▶ **Work instructions**
The exact lines from the start of the material below through the line holding "1px #625843) drop-shadow(0" are the answer; return those, pictures excluded.

▶ **Available data**
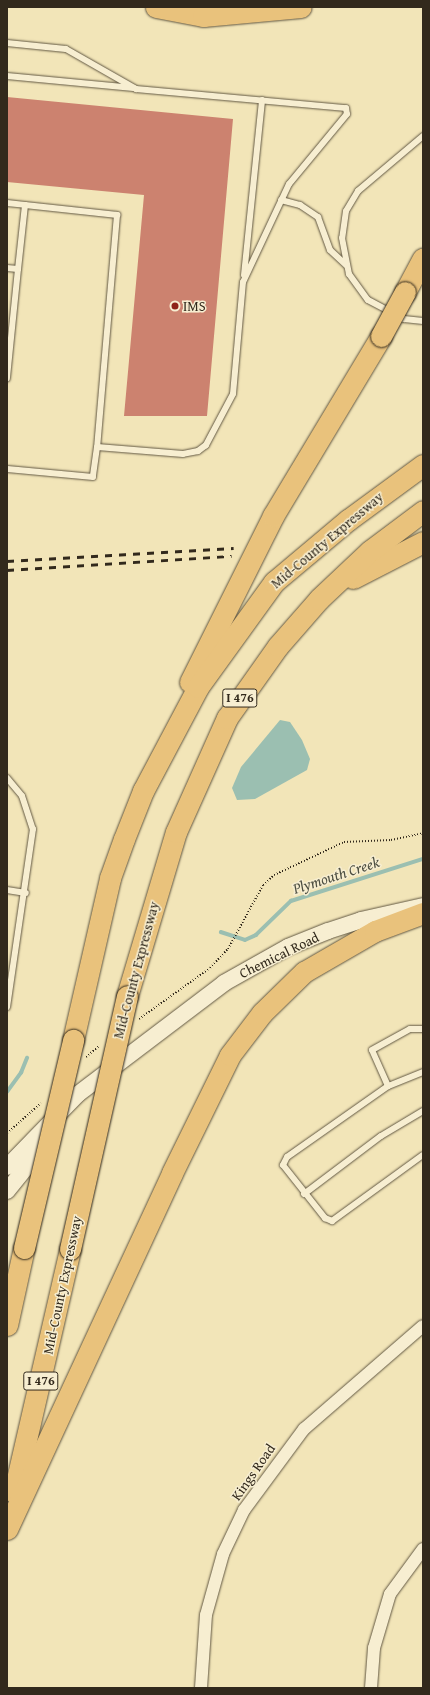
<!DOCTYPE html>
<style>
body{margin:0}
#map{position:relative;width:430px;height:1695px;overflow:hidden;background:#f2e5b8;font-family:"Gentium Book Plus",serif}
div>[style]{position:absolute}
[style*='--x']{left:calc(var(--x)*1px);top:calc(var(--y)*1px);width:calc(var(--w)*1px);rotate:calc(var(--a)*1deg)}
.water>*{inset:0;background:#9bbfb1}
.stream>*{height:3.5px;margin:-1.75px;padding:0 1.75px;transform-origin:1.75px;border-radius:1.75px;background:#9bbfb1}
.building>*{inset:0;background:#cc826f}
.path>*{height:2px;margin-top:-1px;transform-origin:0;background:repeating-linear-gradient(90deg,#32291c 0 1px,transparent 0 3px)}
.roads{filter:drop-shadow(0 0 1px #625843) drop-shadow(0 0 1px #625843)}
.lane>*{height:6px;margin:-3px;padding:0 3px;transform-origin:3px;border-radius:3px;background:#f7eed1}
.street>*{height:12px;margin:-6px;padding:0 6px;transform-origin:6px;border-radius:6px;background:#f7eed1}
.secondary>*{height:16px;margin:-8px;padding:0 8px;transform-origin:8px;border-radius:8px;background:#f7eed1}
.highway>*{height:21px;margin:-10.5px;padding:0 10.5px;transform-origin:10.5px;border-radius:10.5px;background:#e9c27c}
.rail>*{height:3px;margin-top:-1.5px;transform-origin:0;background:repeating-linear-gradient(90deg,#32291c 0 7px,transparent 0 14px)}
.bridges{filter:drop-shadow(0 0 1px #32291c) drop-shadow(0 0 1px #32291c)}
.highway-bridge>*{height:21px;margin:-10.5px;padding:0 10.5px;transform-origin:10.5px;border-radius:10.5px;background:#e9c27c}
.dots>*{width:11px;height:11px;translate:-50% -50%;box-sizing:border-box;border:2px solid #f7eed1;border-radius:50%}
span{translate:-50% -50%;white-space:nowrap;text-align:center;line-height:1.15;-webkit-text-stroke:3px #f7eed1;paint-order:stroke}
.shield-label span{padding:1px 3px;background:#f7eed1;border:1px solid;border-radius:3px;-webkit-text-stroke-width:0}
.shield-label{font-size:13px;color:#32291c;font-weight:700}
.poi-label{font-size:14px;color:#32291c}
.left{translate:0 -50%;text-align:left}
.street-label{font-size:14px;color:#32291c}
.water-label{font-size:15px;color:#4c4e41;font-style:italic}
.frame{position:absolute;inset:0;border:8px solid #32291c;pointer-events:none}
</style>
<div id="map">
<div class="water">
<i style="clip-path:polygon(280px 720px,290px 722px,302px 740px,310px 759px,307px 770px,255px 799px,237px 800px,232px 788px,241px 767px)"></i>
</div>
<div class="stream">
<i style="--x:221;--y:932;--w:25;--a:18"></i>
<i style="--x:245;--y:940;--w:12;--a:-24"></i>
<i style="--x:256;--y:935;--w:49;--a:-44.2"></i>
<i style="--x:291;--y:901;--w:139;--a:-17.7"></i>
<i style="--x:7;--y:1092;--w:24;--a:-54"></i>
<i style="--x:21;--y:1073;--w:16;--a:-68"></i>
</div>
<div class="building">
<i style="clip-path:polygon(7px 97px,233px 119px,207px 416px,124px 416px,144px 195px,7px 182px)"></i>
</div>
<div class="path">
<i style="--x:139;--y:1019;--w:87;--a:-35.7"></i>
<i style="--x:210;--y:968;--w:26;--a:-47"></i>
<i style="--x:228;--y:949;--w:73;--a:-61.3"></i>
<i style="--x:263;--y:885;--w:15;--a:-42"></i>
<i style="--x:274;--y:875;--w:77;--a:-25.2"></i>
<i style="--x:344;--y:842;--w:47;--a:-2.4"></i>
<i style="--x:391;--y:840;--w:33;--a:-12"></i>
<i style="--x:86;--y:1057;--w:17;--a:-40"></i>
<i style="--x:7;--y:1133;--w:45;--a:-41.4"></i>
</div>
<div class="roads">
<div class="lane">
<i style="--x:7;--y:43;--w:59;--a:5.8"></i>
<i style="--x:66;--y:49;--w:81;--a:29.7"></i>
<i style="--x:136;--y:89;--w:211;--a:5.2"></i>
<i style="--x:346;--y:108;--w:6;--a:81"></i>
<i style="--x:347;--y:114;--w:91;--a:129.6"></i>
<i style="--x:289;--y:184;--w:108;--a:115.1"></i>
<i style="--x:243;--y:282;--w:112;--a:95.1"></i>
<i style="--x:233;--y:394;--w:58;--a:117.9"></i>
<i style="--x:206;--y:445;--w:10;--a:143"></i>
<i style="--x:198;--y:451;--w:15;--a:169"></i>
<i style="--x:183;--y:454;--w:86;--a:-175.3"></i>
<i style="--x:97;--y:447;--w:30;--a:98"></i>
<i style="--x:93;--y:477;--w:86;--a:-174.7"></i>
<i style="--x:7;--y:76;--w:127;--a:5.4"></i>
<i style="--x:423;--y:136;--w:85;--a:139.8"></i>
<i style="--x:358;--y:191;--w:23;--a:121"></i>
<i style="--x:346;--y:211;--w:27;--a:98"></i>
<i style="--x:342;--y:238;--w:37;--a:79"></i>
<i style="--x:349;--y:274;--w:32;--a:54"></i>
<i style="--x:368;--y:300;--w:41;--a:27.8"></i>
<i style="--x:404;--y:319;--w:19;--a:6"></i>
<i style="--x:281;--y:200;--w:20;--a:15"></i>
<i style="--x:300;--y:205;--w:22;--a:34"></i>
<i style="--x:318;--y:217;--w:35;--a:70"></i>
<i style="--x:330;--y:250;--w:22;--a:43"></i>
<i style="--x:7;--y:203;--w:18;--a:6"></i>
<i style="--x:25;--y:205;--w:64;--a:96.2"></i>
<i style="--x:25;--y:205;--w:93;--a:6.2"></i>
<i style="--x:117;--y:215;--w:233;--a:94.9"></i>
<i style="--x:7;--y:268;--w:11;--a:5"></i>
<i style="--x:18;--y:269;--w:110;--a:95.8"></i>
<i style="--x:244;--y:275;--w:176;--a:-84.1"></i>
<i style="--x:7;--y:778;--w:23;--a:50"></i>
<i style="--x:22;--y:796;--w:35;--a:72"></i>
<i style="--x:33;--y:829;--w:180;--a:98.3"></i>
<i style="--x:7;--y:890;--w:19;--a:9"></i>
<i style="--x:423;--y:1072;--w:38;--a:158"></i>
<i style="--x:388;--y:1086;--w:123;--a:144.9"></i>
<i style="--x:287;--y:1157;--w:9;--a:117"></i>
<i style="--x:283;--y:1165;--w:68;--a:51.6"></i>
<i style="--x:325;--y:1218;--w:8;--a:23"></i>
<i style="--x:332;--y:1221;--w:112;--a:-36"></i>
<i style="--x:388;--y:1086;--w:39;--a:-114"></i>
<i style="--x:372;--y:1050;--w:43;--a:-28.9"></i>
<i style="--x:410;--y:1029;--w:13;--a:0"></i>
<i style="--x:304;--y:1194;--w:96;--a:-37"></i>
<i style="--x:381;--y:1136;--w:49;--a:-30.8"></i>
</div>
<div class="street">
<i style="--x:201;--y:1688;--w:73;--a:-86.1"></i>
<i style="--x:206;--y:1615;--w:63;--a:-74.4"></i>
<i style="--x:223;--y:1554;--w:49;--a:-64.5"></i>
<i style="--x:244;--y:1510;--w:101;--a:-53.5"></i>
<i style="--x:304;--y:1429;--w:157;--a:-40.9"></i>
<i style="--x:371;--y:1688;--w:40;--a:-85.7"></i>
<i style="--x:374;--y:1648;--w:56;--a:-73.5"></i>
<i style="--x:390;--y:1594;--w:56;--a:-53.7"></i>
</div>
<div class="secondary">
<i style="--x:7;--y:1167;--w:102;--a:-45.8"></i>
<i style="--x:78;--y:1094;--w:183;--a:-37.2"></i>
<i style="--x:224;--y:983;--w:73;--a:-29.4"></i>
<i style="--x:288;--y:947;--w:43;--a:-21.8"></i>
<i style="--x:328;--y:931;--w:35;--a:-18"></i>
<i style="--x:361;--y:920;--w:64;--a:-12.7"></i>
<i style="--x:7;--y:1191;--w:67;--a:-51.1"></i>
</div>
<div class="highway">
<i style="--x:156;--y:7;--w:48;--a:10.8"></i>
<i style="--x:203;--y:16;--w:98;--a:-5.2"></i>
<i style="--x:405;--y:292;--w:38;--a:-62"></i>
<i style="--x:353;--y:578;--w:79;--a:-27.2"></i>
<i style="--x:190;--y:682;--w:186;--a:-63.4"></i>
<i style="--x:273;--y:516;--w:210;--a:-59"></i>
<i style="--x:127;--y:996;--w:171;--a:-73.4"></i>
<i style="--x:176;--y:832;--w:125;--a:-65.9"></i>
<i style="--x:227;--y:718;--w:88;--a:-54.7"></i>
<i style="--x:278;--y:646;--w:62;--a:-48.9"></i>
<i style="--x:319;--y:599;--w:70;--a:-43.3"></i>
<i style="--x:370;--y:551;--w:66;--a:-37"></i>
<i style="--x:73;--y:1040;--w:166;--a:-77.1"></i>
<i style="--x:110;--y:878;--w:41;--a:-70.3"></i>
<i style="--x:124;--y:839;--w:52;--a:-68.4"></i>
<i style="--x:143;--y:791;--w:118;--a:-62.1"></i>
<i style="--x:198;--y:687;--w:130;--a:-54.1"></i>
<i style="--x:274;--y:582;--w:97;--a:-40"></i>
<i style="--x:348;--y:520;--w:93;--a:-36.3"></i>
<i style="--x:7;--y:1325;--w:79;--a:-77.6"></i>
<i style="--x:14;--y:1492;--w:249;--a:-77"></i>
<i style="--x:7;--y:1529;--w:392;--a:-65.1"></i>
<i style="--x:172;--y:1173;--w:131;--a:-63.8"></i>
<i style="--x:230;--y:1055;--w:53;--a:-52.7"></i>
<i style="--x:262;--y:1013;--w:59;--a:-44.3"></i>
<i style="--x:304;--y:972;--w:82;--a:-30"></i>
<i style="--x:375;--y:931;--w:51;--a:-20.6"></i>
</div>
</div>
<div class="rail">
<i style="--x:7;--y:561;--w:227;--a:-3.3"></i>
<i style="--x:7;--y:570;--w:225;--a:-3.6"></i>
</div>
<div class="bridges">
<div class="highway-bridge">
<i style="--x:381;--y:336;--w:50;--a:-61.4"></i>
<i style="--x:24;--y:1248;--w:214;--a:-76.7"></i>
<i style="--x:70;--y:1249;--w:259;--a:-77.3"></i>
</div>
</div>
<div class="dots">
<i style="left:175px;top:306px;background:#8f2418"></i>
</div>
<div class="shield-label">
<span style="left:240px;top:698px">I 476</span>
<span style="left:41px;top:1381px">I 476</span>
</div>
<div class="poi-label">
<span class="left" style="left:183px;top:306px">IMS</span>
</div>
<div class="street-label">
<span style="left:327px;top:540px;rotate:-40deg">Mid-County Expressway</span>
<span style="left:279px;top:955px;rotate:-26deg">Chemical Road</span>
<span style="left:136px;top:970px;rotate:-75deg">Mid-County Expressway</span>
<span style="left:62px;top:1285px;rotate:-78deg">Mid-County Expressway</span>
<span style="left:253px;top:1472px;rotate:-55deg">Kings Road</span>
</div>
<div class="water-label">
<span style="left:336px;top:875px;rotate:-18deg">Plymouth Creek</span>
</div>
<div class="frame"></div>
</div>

▶ **Solution below**
<!DOCTYPE html>
<style>
body{margin:0}
#map{position:relative;width:430px;height:1695px;overflow:hidden;background:#f2e5b8;font-family:"Gentium Book Plus",serif}
div>[style]{position:absolute}
[style*='--x']{left:calc(var(--x)*1px);top:calc(var(--y)*1px);width:calc(var(--w)*1px);rotate:calc(var(--a)*1deg)}
.water>*{inset:0;background:#9bbfb1}
.stream>*{height:3.5px;margin:-1.75px;padding:0 1.75px;transform-origin:1.75px;border-radius:1.75px;background:#9bbfb1}
.building>*{inset:0;background:#cc826f}
.path>*{height:2px;margin-top:-1px;transform-origin:0;background:repeating-linear-gradient(90deg,#32291c 0 1px,transparent 0 3px)}
.roads{filter:drop-shadow(0 0 1px #625843) drop-shadow(0 0 1px #625843)}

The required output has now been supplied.